McMahon sought without success to have the district court look at his relationship with Penn Life as a partnership, "rather than as one between an employee and his employer." He assumes that by casting the relationship in that light, he will be entitled to a portion of the "going concern" and the future profits of Penn Life's Ontario office. But partnerships are bound, just like terms of employment, by the written contracts that give them birth. 59A Am. Jur.2d §§ 1, 96. Mursor Builders v. Crown Mountain Apt. Assoc., 467 F. Supp. 1316, 1332 (D.V.I. 1978), Adams v. United States, 328 F. Supp. 228, 230 (D.Neb. 1971). And the agency manager's agreement in this case does not provide for McMahon to recover anything other than what he has received and continues to receive — a share of the renewal premiums on policies written during his tenure as agency manager.

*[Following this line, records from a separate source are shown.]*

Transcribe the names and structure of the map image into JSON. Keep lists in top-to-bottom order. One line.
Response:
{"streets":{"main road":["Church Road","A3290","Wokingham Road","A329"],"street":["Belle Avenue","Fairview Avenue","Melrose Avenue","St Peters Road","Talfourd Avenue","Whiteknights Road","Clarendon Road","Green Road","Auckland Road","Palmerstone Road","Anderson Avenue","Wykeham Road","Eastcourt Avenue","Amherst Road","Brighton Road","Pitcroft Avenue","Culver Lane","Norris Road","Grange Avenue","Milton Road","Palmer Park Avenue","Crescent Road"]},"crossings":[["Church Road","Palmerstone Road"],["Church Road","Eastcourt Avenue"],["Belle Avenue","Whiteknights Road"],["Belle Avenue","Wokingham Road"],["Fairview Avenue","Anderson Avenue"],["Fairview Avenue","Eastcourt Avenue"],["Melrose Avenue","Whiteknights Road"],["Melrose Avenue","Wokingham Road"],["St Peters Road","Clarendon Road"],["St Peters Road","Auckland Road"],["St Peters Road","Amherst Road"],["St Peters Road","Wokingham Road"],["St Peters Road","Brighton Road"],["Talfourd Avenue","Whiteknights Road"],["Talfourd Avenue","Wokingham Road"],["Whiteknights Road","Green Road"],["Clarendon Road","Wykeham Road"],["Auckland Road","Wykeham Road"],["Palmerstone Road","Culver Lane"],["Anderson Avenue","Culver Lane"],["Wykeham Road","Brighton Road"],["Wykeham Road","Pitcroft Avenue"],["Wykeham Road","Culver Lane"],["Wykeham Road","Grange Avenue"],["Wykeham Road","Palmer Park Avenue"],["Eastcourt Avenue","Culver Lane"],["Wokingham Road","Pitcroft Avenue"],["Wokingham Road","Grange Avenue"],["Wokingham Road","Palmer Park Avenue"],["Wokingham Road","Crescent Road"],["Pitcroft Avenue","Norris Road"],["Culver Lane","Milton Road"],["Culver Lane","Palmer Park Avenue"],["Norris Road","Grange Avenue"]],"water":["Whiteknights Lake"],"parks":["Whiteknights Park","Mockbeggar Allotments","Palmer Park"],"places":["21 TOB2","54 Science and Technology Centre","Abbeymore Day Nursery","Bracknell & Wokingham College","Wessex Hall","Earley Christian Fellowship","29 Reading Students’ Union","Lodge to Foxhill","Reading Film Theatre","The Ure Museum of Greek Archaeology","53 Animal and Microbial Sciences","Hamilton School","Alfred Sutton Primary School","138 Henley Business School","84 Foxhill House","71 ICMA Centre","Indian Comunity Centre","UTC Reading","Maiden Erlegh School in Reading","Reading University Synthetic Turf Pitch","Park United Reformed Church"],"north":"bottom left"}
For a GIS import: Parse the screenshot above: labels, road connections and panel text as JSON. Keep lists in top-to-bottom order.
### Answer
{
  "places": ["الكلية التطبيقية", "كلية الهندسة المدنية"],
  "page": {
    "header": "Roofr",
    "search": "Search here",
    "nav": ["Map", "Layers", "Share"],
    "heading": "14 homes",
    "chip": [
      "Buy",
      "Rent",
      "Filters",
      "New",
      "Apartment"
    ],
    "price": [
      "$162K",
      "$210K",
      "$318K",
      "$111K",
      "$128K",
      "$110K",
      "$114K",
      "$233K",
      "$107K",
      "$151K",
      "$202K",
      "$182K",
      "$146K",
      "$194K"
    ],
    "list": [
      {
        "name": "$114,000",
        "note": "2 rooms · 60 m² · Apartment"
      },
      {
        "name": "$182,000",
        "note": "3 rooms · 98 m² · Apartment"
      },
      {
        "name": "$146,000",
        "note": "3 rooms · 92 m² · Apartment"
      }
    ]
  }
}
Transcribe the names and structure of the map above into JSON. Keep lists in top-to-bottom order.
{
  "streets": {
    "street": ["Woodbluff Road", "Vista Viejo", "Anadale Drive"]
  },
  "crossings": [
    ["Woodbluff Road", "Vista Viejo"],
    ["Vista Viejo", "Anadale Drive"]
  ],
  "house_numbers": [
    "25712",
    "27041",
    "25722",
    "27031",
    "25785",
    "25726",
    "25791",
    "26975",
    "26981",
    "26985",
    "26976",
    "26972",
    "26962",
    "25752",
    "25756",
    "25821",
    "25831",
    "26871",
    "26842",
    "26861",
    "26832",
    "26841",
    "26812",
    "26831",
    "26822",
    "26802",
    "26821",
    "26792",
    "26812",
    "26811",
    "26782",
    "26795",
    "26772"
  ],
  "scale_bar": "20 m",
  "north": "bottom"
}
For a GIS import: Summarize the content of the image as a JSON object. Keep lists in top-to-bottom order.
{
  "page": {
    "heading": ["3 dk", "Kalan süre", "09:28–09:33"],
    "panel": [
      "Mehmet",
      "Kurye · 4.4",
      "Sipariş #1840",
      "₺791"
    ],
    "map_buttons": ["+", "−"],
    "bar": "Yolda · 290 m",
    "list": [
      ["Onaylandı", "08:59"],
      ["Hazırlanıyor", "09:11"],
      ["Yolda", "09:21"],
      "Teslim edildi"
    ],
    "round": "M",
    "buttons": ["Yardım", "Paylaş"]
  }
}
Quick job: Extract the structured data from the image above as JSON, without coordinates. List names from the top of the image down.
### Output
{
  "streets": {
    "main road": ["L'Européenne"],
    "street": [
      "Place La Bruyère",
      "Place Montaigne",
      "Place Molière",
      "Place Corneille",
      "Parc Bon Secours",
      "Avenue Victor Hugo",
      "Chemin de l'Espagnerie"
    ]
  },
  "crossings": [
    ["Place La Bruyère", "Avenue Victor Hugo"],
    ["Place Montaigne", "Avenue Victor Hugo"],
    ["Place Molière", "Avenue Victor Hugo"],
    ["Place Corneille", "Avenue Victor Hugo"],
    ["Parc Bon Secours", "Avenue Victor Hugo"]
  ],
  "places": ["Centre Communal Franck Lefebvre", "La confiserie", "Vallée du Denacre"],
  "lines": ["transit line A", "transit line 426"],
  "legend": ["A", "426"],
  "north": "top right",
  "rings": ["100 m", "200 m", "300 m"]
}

The district court, in addition to questioning whether the partnership issue was properly raised by the pleadings, and in addition to holding that a partnership would entitle McMahon to no greater recovery than an employment contract, seemed to doubt that the relationship was actually a partnership. The court was particularly troubled by McMahon's attempt to recover under both employer-employee and partnership theories, and cited this passage from 59A Am.Jur.2d Partnership § 13:

There are similarities between partnership and employment, but partnership is inconsistent with the relationship of master and servant or employer and employee. If the relationship of master and servant exists between persons, it necessarily precludes a partnership relation, and vice versa.

Although it is certainly true a partner may become an employee of a partnership in order to perform certain specified tasks, this passage seems to indicate that one may not be considered both for doing the same job.
Furthermore, it appears from trial testimony McMahon was not responsible to Penn Life for any losses sustained by the Ontario office. Sharing of losses, as well as profits, is generally considered an important element in creating a partnership, and the contract did not explicitly provide for sharing of losses. See Uniform Partnership Act § 15.
In any event, even if we were to assume a partnership existed, that fact would not be relevant to our determination of any damages for breach of the employment agreement.

The relevant portions of the agency manager's agreement provide:

The Agency Manager's proportional share of the Agency profits shall be vested in him even if he is permanently and totally disabled, or after his death in his heirs and assigns, so long as the Agency Manager remains in compliance with [various terms and conditions of the agreement]. . . .

It is understood that all of the insurance business transacted in the territory shall be considered business of the Company. . .

The "Agency Manager's proportional share of the Agency profits" was determined according to a "Profit Distribution Formula" (emphasis added):

(1) For the purpose only of determining the distribution of profits payable to the Agency Manager under the contract of which this is a part, the following formula shall apply:

(a) There shall be allocated to the agency certain commissions, first year and renewal, from the gross premiums actually received by the Company on business produced by the agency

. . . .

(b) There shall be deducted from all such commissions allocated to the agency the following:

(1) All salaries, commissions, overwriting fees, service fees and the like, first year and renewal, payable [to all employees]. . . .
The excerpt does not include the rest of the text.